DATASET CONTENT Start Marker

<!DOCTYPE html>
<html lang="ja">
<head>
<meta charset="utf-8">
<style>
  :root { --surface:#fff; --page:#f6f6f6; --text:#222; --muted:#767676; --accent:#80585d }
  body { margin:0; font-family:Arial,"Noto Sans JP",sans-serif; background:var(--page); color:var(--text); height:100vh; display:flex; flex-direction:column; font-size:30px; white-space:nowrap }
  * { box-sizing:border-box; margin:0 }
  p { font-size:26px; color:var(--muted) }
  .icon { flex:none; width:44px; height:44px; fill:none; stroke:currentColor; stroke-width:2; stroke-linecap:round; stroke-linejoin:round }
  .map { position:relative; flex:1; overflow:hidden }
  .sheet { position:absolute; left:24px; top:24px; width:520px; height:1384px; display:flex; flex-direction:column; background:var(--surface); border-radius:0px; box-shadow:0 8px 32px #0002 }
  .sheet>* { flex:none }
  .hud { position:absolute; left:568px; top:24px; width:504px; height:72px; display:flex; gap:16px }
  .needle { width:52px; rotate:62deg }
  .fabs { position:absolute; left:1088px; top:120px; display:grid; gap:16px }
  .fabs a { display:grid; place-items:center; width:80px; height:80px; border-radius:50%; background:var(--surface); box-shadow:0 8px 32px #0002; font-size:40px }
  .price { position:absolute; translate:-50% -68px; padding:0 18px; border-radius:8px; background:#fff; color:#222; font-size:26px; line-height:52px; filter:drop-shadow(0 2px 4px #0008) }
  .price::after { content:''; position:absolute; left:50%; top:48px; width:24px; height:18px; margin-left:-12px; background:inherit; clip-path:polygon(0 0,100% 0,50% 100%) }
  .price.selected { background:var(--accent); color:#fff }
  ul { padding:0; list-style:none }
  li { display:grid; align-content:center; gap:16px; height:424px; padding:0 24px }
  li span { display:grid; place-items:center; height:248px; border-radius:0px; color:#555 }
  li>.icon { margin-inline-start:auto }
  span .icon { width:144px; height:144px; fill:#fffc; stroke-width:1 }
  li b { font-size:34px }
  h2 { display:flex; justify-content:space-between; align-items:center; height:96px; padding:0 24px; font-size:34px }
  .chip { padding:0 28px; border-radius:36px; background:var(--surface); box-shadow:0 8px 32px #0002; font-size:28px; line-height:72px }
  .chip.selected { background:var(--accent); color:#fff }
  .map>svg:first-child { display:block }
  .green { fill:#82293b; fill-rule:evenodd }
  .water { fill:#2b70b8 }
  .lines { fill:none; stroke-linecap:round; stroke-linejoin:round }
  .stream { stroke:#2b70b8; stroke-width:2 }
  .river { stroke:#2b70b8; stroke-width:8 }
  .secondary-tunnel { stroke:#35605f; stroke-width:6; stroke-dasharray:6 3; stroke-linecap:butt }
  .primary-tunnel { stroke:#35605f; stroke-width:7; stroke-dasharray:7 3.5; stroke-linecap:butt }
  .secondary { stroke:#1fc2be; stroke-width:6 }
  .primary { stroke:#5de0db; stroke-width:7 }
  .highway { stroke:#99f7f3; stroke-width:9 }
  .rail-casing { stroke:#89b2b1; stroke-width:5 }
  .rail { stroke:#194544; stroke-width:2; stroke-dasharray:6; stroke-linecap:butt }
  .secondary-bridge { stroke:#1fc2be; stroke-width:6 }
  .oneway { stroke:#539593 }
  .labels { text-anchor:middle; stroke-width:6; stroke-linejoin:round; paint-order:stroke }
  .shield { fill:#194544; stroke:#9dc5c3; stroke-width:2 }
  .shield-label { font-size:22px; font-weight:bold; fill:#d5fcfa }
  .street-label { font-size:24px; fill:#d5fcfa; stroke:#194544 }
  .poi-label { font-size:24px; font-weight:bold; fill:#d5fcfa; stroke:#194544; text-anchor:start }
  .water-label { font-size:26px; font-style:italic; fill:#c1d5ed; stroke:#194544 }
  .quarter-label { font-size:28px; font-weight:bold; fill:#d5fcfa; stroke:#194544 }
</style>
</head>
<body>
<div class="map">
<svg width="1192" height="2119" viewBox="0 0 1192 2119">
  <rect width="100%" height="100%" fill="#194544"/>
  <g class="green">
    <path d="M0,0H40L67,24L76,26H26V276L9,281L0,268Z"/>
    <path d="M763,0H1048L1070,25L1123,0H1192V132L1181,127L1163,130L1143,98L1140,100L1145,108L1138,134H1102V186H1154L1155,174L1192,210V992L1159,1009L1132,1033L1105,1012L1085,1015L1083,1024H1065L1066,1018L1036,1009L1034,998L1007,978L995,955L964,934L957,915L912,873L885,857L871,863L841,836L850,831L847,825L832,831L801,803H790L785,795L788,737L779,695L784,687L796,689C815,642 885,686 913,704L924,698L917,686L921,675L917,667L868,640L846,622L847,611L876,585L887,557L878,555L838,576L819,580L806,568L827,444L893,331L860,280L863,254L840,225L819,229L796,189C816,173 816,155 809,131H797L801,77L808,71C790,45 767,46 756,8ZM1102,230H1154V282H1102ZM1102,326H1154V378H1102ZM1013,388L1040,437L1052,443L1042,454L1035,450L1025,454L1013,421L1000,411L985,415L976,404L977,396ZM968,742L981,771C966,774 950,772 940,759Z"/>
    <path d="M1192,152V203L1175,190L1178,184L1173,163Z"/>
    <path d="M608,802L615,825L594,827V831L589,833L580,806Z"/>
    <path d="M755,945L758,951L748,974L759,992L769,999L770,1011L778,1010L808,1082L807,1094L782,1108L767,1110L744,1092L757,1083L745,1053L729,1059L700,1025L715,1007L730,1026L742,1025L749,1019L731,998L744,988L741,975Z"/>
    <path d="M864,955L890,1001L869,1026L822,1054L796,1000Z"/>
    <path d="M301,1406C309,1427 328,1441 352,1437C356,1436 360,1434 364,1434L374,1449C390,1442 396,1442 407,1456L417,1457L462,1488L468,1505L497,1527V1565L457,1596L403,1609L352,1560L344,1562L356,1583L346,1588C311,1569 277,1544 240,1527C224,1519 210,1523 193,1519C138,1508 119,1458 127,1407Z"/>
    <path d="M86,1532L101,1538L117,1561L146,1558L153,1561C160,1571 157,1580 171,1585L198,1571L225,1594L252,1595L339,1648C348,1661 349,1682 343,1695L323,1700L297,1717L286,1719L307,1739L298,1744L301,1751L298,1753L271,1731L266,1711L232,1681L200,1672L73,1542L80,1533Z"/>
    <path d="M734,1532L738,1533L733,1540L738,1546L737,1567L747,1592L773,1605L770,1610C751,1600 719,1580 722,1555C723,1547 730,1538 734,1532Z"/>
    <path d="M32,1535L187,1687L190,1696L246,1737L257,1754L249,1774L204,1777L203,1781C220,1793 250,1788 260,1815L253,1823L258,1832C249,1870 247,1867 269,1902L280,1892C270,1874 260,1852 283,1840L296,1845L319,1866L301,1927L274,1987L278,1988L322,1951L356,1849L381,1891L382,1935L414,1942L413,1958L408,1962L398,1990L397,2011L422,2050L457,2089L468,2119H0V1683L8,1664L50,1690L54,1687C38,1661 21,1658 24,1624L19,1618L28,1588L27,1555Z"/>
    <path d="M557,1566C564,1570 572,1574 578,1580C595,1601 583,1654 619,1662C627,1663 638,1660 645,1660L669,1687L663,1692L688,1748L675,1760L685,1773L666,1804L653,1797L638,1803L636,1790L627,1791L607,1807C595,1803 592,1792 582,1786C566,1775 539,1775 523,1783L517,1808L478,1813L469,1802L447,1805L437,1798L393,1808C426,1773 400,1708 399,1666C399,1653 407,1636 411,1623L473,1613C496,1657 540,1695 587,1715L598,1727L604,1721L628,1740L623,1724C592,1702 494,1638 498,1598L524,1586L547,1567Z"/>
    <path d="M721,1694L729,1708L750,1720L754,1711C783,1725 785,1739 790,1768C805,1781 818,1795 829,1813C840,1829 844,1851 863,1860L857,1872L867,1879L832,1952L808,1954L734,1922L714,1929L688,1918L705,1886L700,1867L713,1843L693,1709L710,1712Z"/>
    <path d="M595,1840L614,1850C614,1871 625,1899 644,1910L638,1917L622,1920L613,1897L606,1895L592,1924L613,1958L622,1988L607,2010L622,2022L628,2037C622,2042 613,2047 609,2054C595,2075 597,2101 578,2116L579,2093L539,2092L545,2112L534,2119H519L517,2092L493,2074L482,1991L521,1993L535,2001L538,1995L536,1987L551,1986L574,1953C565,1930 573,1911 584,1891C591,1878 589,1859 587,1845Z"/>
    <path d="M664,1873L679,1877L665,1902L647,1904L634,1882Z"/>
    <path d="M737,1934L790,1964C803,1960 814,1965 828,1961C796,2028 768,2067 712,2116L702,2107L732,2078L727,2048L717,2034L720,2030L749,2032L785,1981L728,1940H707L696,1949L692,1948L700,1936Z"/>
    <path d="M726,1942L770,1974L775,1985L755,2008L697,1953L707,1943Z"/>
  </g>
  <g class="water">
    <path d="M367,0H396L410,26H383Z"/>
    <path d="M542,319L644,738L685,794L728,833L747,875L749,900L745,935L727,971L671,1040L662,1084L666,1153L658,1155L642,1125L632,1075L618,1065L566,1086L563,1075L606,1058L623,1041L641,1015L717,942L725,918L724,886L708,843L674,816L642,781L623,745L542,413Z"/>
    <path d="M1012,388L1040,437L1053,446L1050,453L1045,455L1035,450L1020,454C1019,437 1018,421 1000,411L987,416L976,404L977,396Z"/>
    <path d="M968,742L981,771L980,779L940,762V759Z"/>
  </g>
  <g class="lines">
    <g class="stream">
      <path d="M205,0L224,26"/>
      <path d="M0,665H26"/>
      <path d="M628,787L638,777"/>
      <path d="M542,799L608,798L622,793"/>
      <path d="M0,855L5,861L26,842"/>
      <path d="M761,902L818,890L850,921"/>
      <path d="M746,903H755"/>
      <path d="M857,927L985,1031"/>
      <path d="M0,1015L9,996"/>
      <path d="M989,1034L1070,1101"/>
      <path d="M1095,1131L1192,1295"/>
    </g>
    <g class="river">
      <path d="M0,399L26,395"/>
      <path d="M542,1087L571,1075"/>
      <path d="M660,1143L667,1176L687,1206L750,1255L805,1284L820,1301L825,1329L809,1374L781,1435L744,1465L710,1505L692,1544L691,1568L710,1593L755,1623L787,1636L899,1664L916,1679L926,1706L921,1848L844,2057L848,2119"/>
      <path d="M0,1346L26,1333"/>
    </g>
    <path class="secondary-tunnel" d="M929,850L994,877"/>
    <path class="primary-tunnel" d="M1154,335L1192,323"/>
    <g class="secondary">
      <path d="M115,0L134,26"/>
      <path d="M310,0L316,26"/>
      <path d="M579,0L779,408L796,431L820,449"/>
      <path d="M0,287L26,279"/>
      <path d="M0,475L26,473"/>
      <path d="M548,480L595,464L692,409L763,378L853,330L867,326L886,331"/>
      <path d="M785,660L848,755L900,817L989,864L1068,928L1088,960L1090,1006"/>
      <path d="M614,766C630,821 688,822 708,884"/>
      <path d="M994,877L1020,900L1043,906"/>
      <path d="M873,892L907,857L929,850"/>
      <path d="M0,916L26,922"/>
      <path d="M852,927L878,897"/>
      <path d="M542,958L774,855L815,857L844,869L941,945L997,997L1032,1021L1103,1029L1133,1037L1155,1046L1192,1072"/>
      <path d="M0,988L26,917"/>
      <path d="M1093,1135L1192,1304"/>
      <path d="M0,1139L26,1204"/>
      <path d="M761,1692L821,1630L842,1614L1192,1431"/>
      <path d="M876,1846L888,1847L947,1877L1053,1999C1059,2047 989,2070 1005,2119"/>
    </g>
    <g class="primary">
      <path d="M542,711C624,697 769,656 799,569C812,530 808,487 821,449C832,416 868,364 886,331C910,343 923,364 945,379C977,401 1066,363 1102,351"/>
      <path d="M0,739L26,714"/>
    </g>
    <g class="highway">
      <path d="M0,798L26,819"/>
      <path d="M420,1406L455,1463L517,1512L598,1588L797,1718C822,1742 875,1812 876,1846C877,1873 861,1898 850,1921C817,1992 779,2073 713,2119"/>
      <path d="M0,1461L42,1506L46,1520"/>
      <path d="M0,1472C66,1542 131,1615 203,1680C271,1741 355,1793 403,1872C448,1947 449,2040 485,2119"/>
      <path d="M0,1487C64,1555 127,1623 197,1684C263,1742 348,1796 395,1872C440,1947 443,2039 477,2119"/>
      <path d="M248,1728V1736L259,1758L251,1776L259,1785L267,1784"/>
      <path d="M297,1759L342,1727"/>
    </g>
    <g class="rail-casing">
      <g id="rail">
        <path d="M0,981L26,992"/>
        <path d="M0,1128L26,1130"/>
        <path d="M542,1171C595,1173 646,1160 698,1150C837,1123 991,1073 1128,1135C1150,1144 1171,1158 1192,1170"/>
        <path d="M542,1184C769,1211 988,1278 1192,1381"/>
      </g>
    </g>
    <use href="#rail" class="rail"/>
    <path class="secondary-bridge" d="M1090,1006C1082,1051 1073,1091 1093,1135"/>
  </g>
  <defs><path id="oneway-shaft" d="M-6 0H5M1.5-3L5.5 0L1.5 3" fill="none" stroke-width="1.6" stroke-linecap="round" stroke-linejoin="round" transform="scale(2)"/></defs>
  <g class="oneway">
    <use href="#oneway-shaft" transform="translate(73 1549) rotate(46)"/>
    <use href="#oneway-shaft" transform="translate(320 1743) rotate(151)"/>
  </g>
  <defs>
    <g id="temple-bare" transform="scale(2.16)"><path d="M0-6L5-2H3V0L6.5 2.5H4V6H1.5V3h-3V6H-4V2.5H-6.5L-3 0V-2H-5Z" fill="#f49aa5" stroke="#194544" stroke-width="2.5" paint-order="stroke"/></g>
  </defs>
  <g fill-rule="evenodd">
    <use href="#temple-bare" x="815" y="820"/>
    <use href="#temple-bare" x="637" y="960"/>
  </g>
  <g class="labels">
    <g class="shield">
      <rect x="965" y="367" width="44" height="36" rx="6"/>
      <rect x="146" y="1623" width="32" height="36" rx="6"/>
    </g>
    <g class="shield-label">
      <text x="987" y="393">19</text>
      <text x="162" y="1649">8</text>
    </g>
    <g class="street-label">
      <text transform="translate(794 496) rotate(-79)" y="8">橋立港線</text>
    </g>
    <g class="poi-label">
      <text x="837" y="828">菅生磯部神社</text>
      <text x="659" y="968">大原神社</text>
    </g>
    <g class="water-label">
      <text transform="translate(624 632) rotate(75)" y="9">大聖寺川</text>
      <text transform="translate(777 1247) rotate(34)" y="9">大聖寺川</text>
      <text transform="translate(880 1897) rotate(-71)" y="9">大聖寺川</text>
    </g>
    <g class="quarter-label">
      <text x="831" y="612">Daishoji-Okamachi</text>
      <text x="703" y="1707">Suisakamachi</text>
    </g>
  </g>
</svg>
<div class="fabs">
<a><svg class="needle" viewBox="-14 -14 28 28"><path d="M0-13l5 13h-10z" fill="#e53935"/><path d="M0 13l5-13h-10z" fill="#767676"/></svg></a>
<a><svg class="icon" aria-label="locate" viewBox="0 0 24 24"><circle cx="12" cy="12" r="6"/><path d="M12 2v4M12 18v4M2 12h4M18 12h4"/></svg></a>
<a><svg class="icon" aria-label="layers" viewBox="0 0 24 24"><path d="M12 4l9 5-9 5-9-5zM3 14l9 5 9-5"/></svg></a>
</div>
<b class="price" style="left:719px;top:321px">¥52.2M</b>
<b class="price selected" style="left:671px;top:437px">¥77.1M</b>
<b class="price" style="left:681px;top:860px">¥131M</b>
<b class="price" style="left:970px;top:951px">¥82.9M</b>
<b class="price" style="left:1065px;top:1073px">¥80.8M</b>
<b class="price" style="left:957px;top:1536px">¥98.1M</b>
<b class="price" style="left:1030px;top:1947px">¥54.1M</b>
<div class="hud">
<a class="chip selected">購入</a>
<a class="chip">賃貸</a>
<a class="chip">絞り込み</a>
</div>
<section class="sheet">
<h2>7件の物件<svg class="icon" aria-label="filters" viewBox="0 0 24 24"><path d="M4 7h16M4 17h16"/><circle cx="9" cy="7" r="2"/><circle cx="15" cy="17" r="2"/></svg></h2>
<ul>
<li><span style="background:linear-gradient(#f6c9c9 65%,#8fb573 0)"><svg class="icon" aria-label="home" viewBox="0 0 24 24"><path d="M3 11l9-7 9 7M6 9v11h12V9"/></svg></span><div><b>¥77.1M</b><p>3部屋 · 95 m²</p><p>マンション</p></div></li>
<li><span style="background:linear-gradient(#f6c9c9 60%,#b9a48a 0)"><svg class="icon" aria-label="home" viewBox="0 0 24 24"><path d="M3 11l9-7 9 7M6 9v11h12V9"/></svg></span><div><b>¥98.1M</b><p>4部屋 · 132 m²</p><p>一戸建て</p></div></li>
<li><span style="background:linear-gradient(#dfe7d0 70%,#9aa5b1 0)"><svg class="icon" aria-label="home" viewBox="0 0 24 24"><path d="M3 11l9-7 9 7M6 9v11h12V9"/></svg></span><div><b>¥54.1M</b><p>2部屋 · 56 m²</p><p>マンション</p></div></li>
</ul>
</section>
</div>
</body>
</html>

DATASET CONTENT End Marker

— WHAT NEEDS TO BE DONE —
Reply with one number, the count of lines in the entries that hold the string "direction".

— TASK RESULT —
2